The basic idea of a cable-driven parallel robot with one unlimited rotation axis was recently presented [7]. In this paper, we detail the properties of such robots by proposing a configuration with more cables that has the unlimited rotation property of the platform within a reasonably large wrench-feasible workspace. Additionally, we show that the robot does not suffer from cable–cable collisions in this workspace. Considering the connection of many cables to the platform in a spatial robot, it seems to be clear from intuition that large rotation is impossible for a cable-driven robot. However, this intuition is wrong and one way to achieve this effect is to use a platform that has the form of a crank shaft. Fixing three cables to each end of the shaft is basically a generic 2R3T design. Then, one uses an eccentric connection point on the shaft to independently control the rotation of the shaft (see Fig. 1). In this simple example, three cables share a common anchor point at each end of the shaft as well as on the crank. From a kinematic point of view, this yields exactly the desired rotational mobility of the platform. As shown in [7], each additional degree-of-freedom can be actuated on the platform and requires at least one extra cable. However, for a cable robot, we might need to add more cables for a degree-of-freedom to achieve a preferred geometry of the platform.

Fig. 1

Design of two cable robot with an unlimited yaw rotation around its z-axis in the form of a lever (left) and crank shaft (right) with nine cables

Table 1 Geometry data for the base \(\mathbf{{a}}_i\) and platform \(\mathbf{{b}}_i\) anchor points

In the following, two archetypic robot designs are presented where the geometry of the robot is characterized by the proximal anchor points \(\mathbf{{a}}_i\) and the distal anchor points \(\mathbf{{b}}_i\).

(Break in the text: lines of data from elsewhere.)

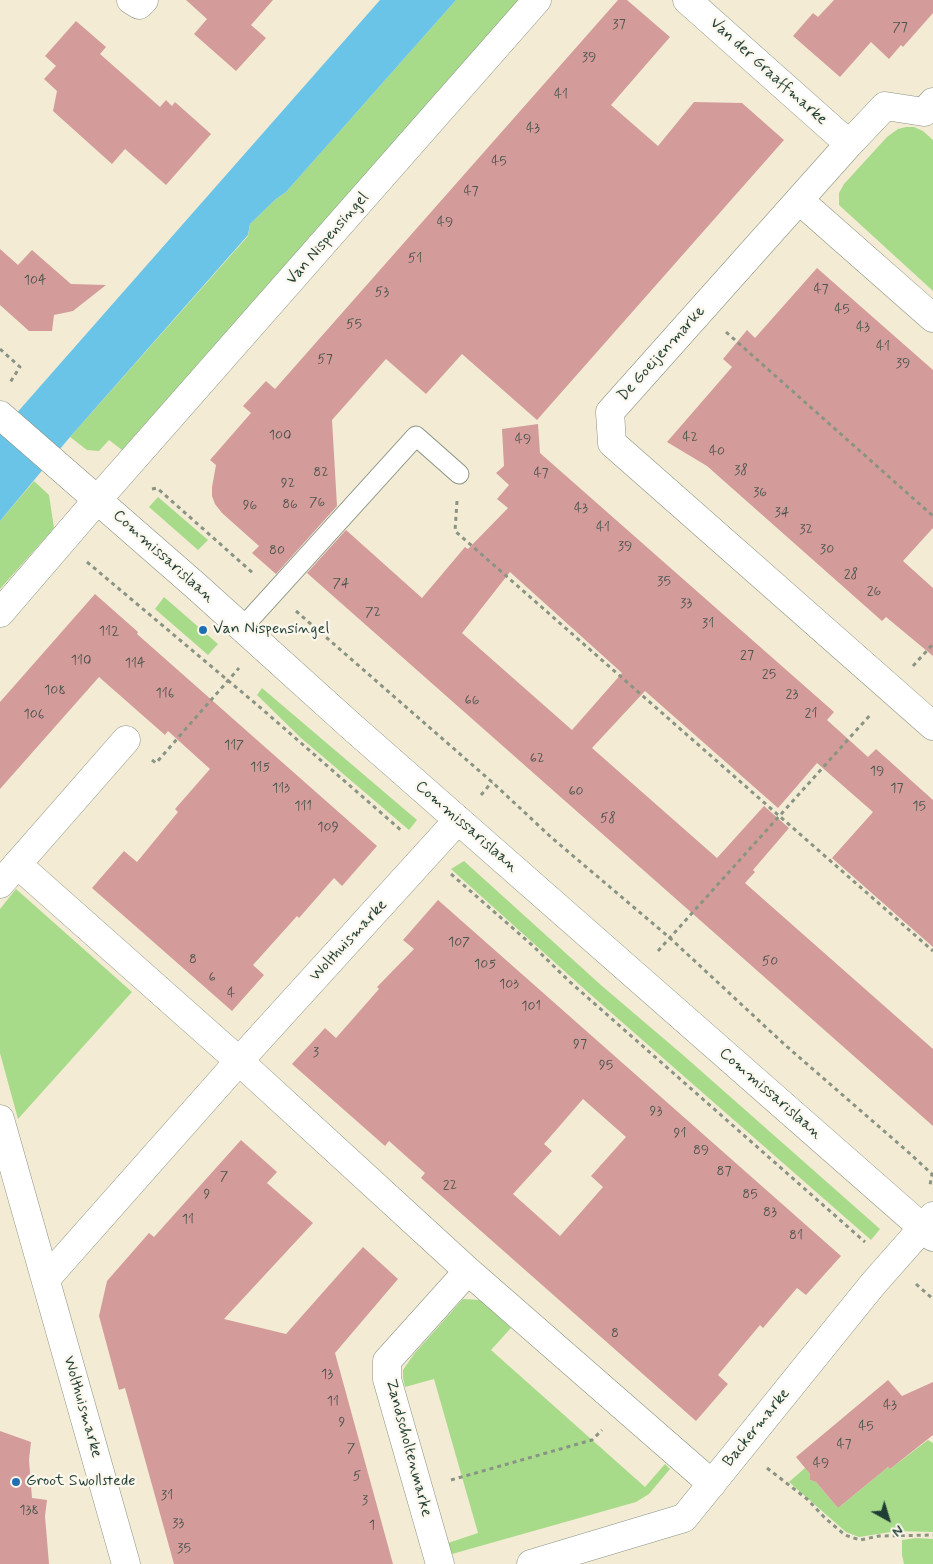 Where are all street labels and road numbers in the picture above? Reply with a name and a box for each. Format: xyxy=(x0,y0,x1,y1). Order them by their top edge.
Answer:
street label: Van der Graaffmarke xyxy=(705,14,831,130)
street label: Van Nispensingel xyxy=(283,189,373,289)
street label: De Goeijenmarke xyxy=(614,302,710,406)
street label: Commissarislaan xyxy=(108,506,218,608)
street label: Commissarislaan xyxy=(411,777,521,877)
street label: Wolthuismarke xyxy=(306,896,392,986)
street label: Commissarislaan xyxy=(715,1044,825,1144)
street label: Wolthuismarke xyxy=(58,1354,106,1460)
street label: Zandscholtenmarke xyxy=(380,1377,436,1519)
street label: Backermarke xyxy=(720,1385,794,1471)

The number of cables is denoted by m.

The endless Z9 design is a minimal realization of the idea sketched above to achieve the rotation capabilities of the robot. The geometry of the robot consists of three triangular levels on different heights that respectively share a common distal anchor point \(\mathbf{{b}}_i\). The structure in layers shall avoid collisions amongst these groups of cables. Since all cables within a group share a common distal anchor point, the cables cannot interfere in any other point within the robot frame [11]. The endless Z9 is a 9-3 cable configuration. A parametric representation of this geometry is given in Table 1.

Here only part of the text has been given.